ここで、ルノー・カプソンが大活躍をする。
多分、技術的には相当難しいのだろう。ラロはこの曲を「ツィゴイネルワイゼン」の作曲者として有名でバイオリンの名人でもあるサラ・サーテに献呈し、彼によって初演されている。

「スペイン交響曲」というタイトルはラロ自身がつけたらしい。彼自身スペイン系であったという事情もあるのだろう(ほかにも「ロシア協奏曲」、「ノルウェイ幻想曲」などというタイトルの実質バイオリン協奏曲も書いているが。)。
音楽は、その名のとおりもう出だしから、スペイン色に溢れている。まあ、それだけ親しみ深い。バイオリンの名人芸とド派手な管弦楽を堪能できる。



休憩を挟んでルーセルの交響曲第3番。
作曲家の存在は知っていたけど、彼の音楽を自覚的に聴くのは初めてだった。
なんとなく、現代の作曲家というイメージを持っていたが、ラヴェル(1875年生まれ)より6年早く生まれている。
しかし、音楽は、かろうじて調性(ト短調)を残しているものの、歌えるような旋律はなく、ストラヴィンスキーを思わせるような(いやいや、ストラヴィンスキーの方がまだ歌があるな。)、強烈なリズムの継続と変化に終始する。
それがつまらないかといえば、面白くもあるのだ。新古典主義だそうだが、モダンの手前ぎりぎりのところで踏みとどまっているのだろう。


いよいよ最後はお馴染み「ボレロ」である。
過去何度もナマで聴いているが、何度聴いてもラヴェルが用意周到に準備した巧妙な仕掛け…同じ旋律を何度も繰り返し、その度にメロディー楽器が変わり、編成が増え、音量が増加してゆくが、ボレロのリズムは微動だにしない。そしていやが上にも高まったところで、急転直下様相を変えて終結する。
その間緊張が途切れることなく音楽とともに気分も高揚し、ラストのクライマックスに突如吹っ切れる極度の爽快感がある。それが大いなるカタルシスなのだ。

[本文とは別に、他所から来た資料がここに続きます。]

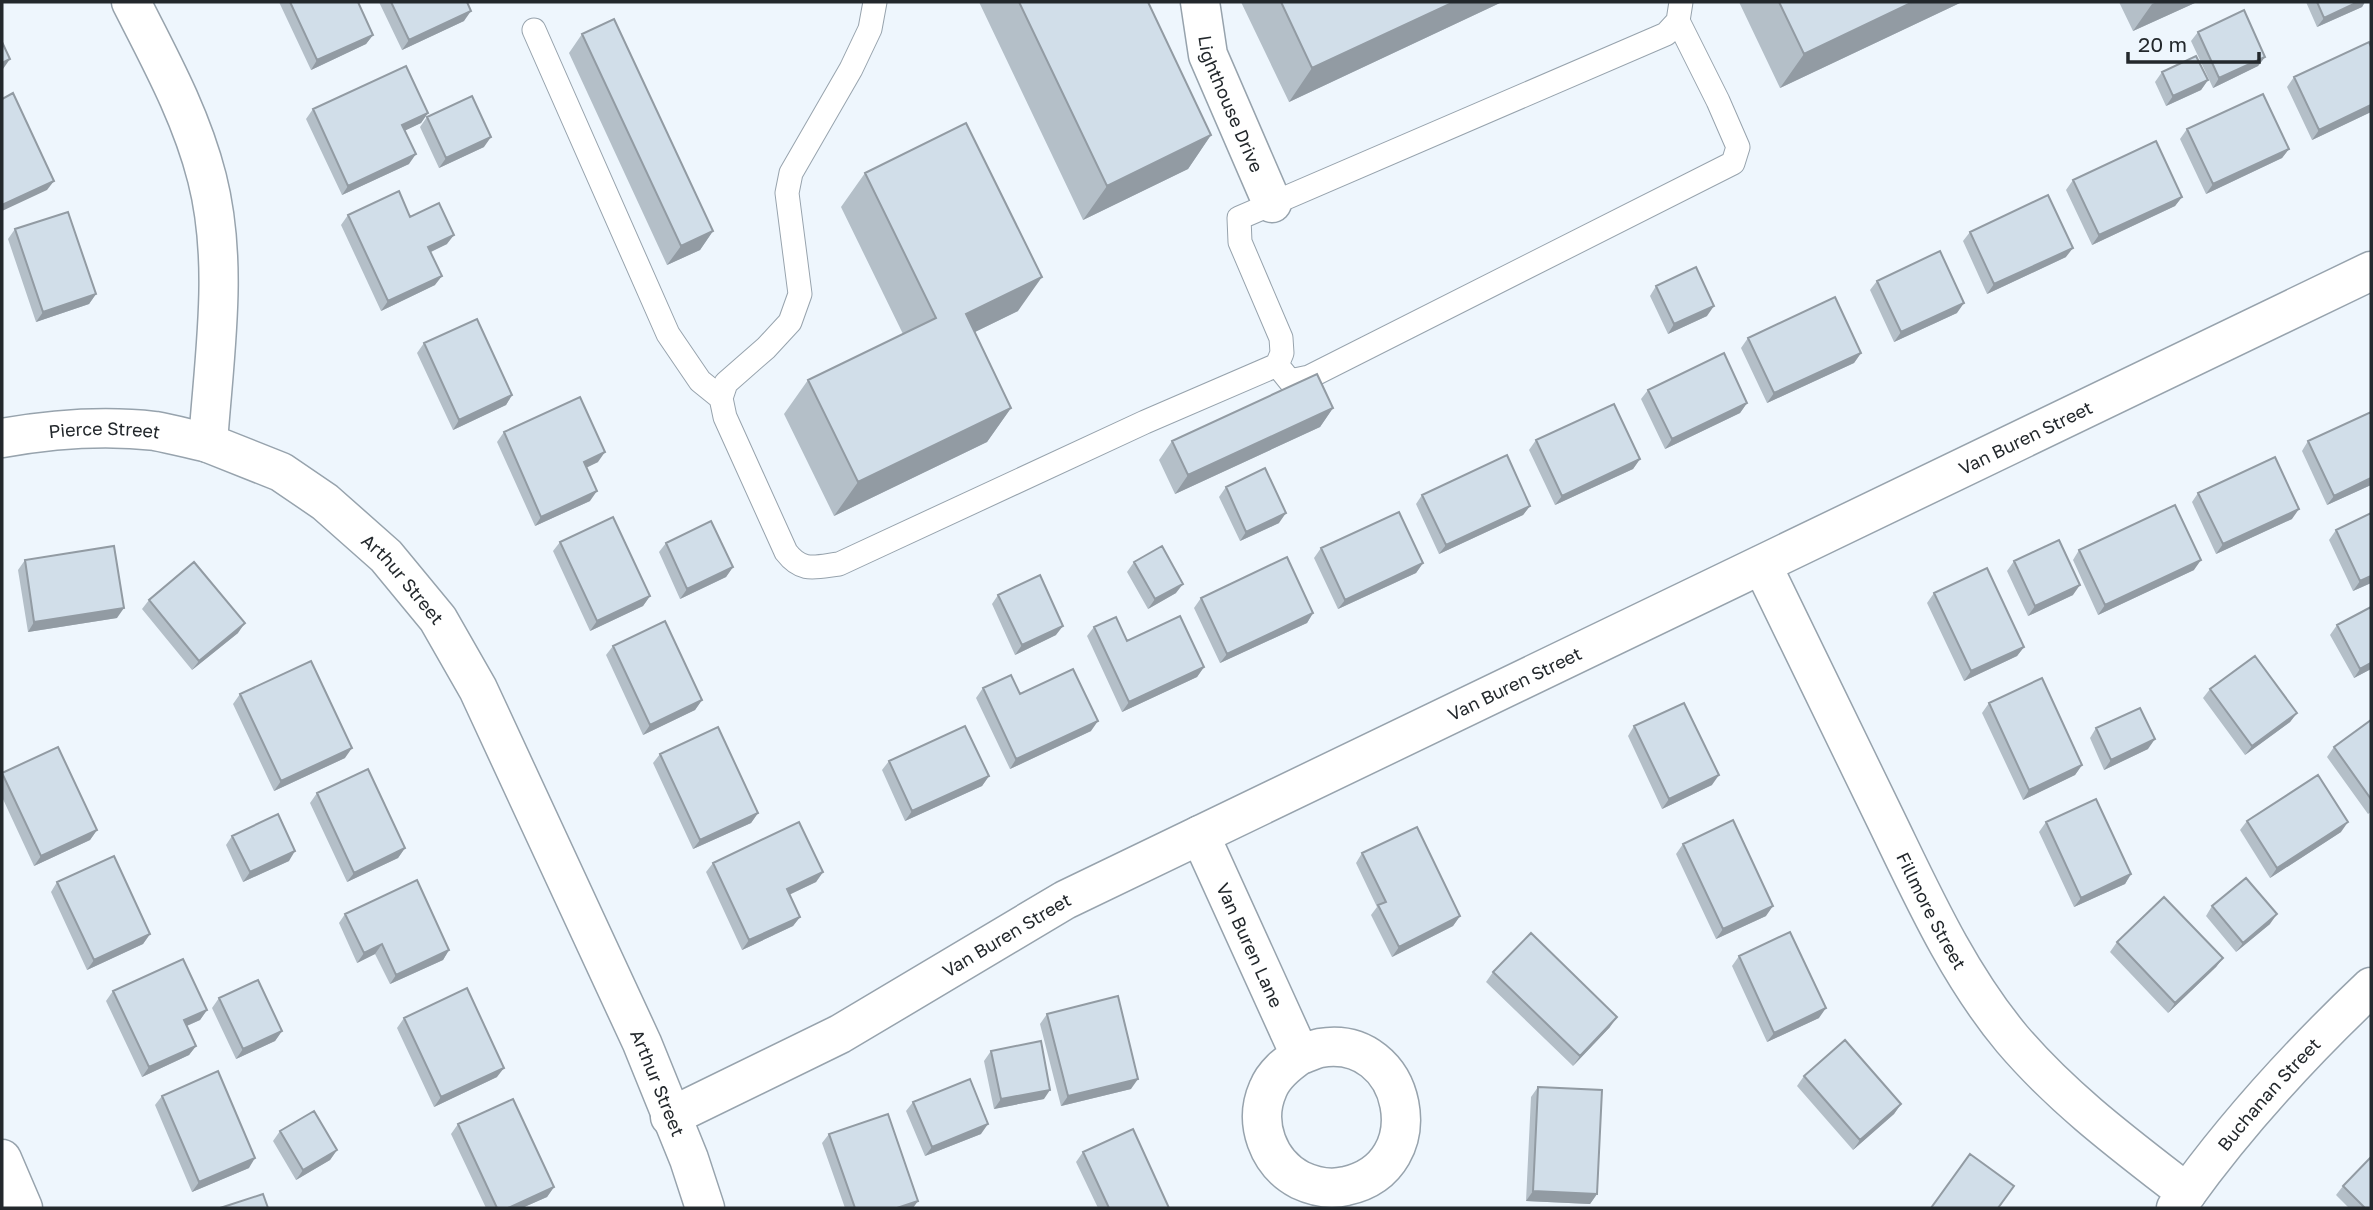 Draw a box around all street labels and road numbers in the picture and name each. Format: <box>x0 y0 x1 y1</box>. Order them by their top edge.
street label: Lighthouse Drive <box>1194 34 1268 175</box>
street label: Van Buren Street <box>1955 396 2096 479</box>
street label: Pierce Street <box>47 417 162 443</box>
street label: Arthur Street <box>357 529 449 629</box>
street label: Van Buren Street <box>1444 642 1585 725</box>
street label: Fillmore Street <box>1892 848 1971 973</box>
street label: Van Buren Lane <box>1212 879 1288 1011</box>
street label: Van Buren Street <box>938 888 1074 982</box>
street label: Arthur Street <box>626 1026 690 1139</box>
street label: Buchanan Street <box>2212 1033 2325 1155</box>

15分程度の、いわば小品だけど、これこそ一夜のコンサートを締めくくるにふさわしい。



館内は久しぶりに割れんばかりの大歓声と拍手だった。
ドゥネーヴがN響と初顔合わせということもあり、音楽の出来もさることながらようこそN響へ、という観客の気持ちの現われだったろう。指揮者に花束が贈呈されるという、N響のステージではめったにないこともあった。

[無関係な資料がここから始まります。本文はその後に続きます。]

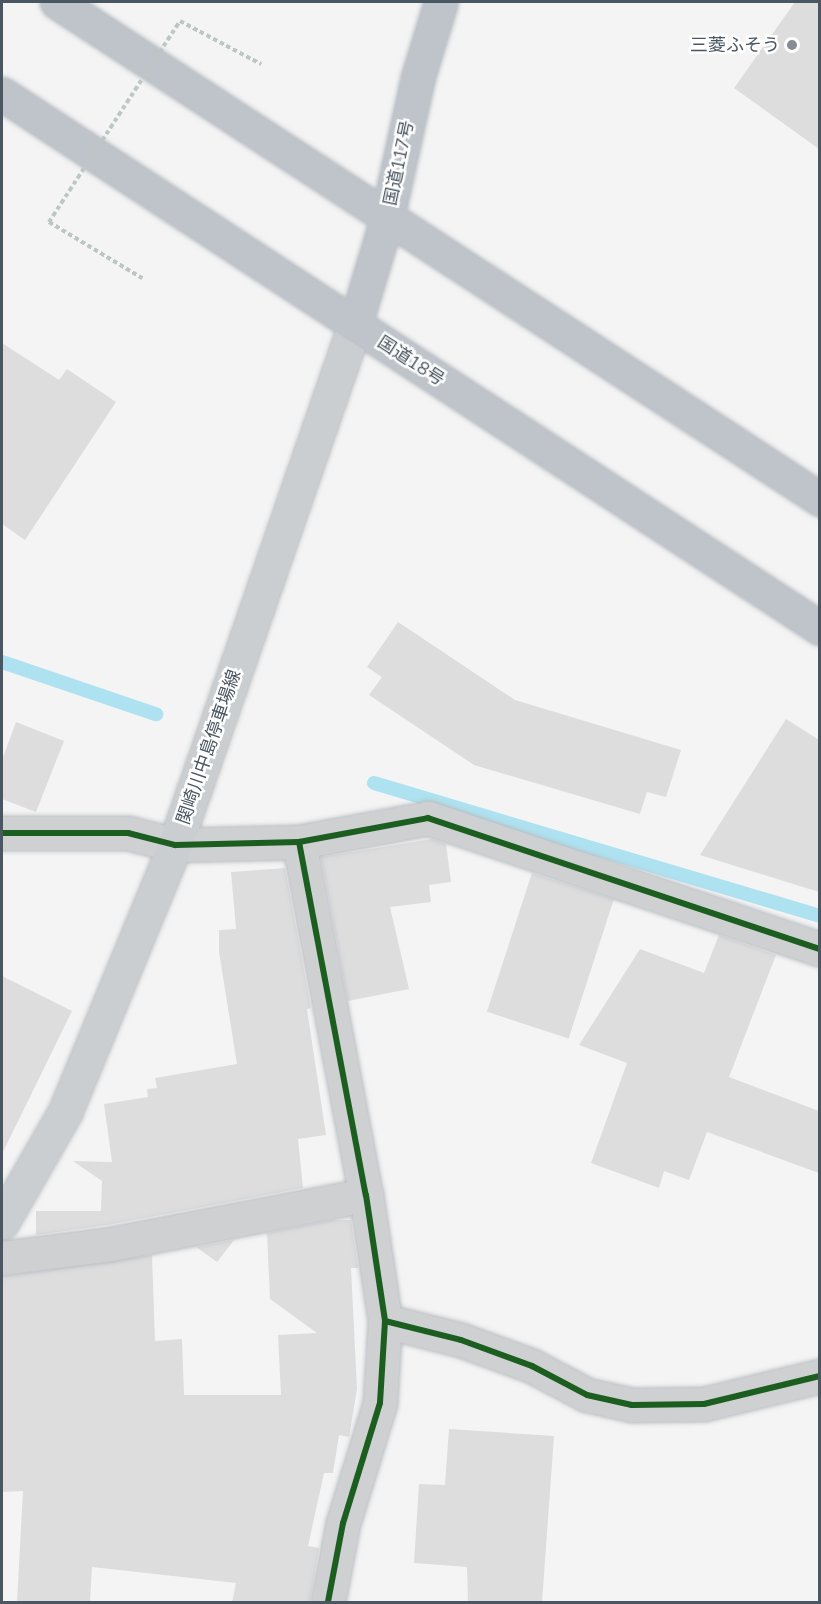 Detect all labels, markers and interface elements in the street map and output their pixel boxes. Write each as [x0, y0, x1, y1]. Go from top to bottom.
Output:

さらに思いがけない出来事は、首席トランペットの関山幸弘氏にも
花束が贈呈された。最初はボレロの演奏のソリストとして祝福を受けたのかと思ったが、それならもっと他にもたくさんのソロプレイヤーが花束をもらっても良さそうなものだ。
そのうち、指揮者が花束を抱いた関山氏をステージの中央指揮台のそばまで引っ張りだして、拍手を受けさせたので、言葉での説明はなかったけど、ああ、彼がこれで定年退職するんだということが分かった。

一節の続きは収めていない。